The Mortgage Revolution is gaining momentum, with the man behind the grassroots campaign pointing to a Calgary meeting bringing together mortgage professionals and lenders to address industry shortcomings and challenges.
“We had a full house of mortgage brokers who truly care about our ‘channel’ and want to make a difference,” said Axiom Mortgage Solutions CEO Mike Cameron, pointing to the July 19 meeting. “As brokers, we need to take responsibility for our distribution channel. The key message from the sessions was that ‘It all starts with you’, and ‘It’s time to speak up and start talking about the issues’ and ‘It’s time to say no more.’”
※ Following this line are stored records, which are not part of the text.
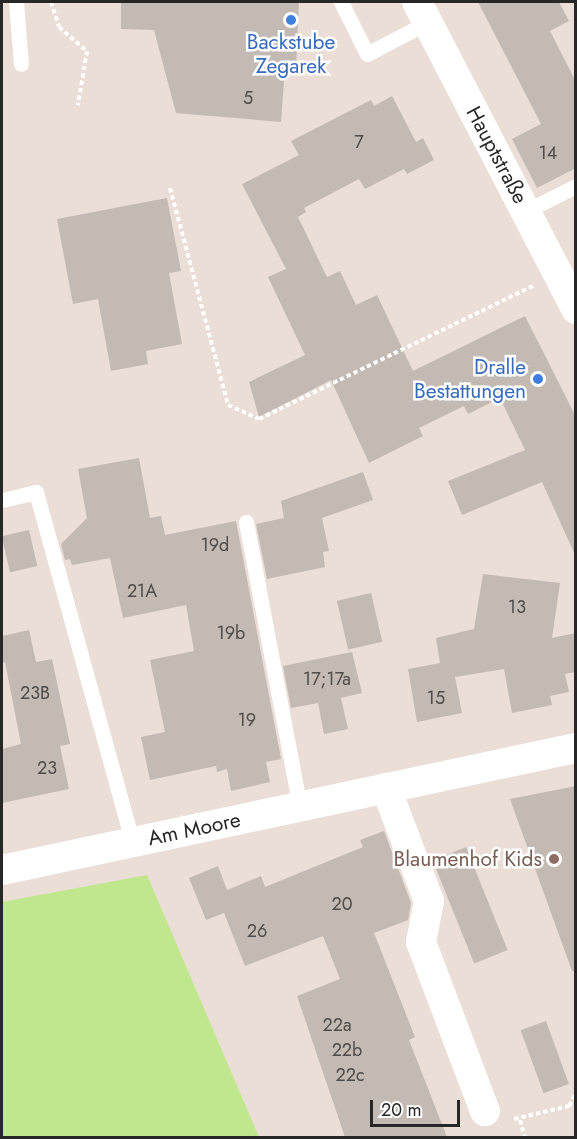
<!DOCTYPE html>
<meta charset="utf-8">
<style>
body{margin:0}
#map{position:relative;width:577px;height:1139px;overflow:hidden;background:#ebded7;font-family:Jost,sans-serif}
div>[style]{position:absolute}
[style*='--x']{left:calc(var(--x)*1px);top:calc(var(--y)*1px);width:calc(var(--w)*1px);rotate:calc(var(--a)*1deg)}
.green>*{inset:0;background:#c0e78e}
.building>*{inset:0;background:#c2bab3;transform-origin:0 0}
.path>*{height:4px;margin-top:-2px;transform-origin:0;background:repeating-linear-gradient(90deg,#fff 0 4.5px,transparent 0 7.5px)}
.lane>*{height:15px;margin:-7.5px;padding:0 7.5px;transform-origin:7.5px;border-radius:7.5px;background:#fff}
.street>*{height:30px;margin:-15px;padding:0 15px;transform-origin:15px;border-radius:15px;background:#fff}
.dots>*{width:16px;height:16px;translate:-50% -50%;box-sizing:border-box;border:3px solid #fff;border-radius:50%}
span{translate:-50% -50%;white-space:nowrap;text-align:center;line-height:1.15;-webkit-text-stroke:5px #fff;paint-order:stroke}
.number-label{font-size:18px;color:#4e4c4a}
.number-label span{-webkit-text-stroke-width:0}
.shop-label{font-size:21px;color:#366cbe}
.right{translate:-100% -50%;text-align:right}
.street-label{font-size:21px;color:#272727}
.education-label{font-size:21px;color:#785e54}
.frame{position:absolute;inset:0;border:3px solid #272727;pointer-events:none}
.scale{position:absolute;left:370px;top:1100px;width:90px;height:27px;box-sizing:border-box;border:3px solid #272727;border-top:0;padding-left:8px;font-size:18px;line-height:21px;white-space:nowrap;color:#272727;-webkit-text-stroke:4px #fff;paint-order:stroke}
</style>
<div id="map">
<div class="green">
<div style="clip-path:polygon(147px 875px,259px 1137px,2px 1137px,2px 902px)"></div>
</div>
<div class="building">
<div style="clip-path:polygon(121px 2px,299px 2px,296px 69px,285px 68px,281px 122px,176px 113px,154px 30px,121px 29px)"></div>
<div style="clip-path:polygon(478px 2px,559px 2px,569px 21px,550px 31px,576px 82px,576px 168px,537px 188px,512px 139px,541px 124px)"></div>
<div style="clip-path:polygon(392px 96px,416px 142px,423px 138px,434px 160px,407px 174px,404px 169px,365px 189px,359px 179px,304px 208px,306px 212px,298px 217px,327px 277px,340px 271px,356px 305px,377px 295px,413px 371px,525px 316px,576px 417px,576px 557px,542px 482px,462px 515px,448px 481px,525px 450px,500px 398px,468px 414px,464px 406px,419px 428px,423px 436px,369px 463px,331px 380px,259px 417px,249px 382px,305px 355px,268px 277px,286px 269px,242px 184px,299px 155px,291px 141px,371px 100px,374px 106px)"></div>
<div style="clip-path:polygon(167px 198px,181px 271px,169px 273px,182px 344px,146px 351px,148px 364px,111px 371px,98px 299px,73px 304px,57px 219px)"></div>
<div style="clip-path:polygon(139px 458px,150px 518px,161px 516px,165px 535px,236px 521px,281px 759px,266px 762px,270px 782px,231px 791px,227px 769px,217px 772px,216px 766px,150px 780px,141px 737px,165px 732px,150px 660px,194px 651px,186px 605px,123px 618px,110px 558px,72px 565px,70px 559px,65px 560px,61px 544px,87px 518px,78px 469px)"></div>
<div style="clip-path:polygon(363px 472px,373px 500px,322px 518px,329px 551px,323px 552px,325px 567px,267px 579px,256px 524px,284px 518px,281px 501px)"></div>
<div style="left:29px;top:530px;width:37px;height:28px;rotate:77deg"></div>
<div style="clip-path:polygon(483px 574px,560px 583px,552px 638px,576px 633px,576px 672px,565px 674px,569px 692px,550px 696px,552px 705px,512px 713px,504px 669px,455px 677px,462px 713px,417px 722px,408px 669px,440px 663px,436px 638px,474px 629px)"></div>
<div style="left:371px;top:593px;width:50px;height:35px;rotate:77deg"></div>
<div style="clip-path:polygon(29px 630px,36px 662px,52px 659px,70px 744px,60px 746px,69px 789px,2px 803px,2px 749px,21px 744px,5px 662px,2px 663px,2px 636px)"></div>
<div style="clip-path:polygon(352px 652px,362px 693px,341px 698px,348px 729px,324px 734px,318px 703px,291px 708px,283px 666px)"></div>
<div style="clip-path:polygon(576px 786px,576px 971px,572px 971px,510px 799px)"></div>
<div style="clip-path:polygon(384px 831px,411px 903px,408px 920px,374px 933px,415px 1037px,409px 1040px,447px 1137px,345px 1137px,297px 996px,340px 979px,323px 936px,245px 966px,224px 913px,206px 920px,189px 878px,218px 866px,227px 890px,261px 876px,265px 887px,363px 847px,360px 840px)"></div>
<div style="left:466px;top:847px;width:111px;height:36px;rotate:68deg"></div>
<div style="left:546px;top:1021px;width:67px;height:27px;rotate:70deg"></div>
</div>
<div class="path">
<div style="--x:51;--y:2;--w:26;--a:72"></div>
<div style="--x:59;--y:27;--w:37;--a:41"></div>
<div style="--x:87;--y:51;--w:55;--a:99.5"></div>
<div style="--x:170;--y:188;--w:225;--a:75"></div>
<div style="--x:228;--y:405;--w:34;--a:24"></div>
<div style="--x:259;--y:419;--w:305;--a:-25.9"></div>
<div style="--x:514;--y:1119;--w:57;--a:-13.3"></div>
<div style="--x:569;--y:1106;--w:15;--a:-62"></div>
<div style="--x:520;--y:1120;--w:19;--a:74"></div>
</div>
<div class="lane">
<div style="--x:16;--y:2;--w:62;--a:85.4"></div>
<div style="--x:341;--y:2;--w:58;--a:63.4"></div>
<div style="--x:367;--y:54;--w:69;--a:-27.7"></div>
<div style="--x:526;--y:211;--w:56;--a:-26.6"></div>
<div style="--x:2;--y:500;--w:35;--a:-13"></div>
<div style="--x:36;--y:492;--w:364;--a:74.6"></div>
<div style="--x:246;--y:522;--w:290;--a:79.3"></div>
</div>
<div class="street">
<div style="--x:417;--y:2;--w:346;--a:62.6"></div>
<div style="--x:386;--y:788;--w:121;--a:69.2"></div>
<div style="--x:429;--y:901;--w:42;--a:101"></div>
<div style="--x:421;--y:942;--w:181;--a:69.3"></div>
<div style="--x:2;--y:870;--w:587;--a:-12"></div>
</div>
<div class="dots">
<div style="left:291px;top:20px;background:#3f7fe0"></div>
<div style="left:538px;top:379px;background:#3f7fe0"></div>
<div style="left:554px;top:859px;background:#8d6e63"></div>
</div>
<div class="number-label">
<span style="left:248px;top:98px">5</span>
<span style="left:359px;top:142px">7</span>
<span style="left:548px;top:153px">14</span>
<span style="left:215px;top:545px">19d</span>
<span style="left:142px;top:591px">21A</span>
<span style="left:517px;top:607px">13</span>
<span style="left:231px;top:633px">19b</span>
<span style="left:327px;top:679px">17;17a</span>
<span style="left:35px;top:693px">23B</span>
<span style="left:436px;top:698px">15</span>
<span style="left:247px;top:720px">19</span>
<span style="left:47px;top:768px">23</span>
<span style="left:342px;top:904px">20</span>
<span style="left:257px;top:931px">26</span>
<span style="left:337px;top:1025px">22a</span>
<span style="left:347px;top:1050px">22b</span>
<span style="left:350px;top:1075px">22c</span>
</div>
<div class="shop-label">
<span style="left:291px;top:54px">Backstube<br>Zegarek</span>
<span class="right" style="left:526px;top:379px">Dralle<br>Bestattungen</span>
</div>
<div class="street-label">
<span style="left:497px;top:155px;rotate:62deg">Hauptstraße</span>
<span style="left:194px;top:829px;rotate:-12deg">Am Moore</span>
</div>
<div class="education-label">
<span class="right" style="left:542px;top:859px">Blaumenhof Kids</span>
</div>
<div class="frame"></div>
<div class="scale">20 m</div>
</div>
That event, the second in what Cameron has dubbed The Mortgage Revolution , mirrored the first with its candid conversation on ethical and integrity challenges facing brokers. More specifically, speakers like past AMBA president Gary Siegle explored the need to move beyond selling rate, while others voiced concerns about accountability and the need for greater communication between competing brokers.
Discussion also touched on the importance of lobbying for the regulation of bank mortgage specialists, said Cameron.
“This one came up and RECA conceded that this is on their radar, and there will be a discussion paper coming out on this issue,” he said. “My understanding is that legislation needs to change for this to happen, but it appears we are making an impact.”
Brokers also bandied about the idea of developing a marketing fund to create better consumer awareness about mortgage professionals.
“We discussed the possibility of taking one basis point per deal to allocate to a broker awareness campaign,” said Cameron. “I think it is a positive concept but we need to improve the product before we advertise it.”
The Calgary discussion, which drew Street Capital’s Paul Grewal and AMBA President Paul Bojakli, helped steel Alberta brokers now grappling with an increasingly competitive market and fears of a price correction like that experienced in 2007/8. Values have yet to bounce back to pre-recession levels, something that may have exacerbated integrity and ethical lapses, argue some brokers.
“We ‘the good guys’ need to band together and say ‘there’s no room for unethical behaviour in our industry,’” Cameron said.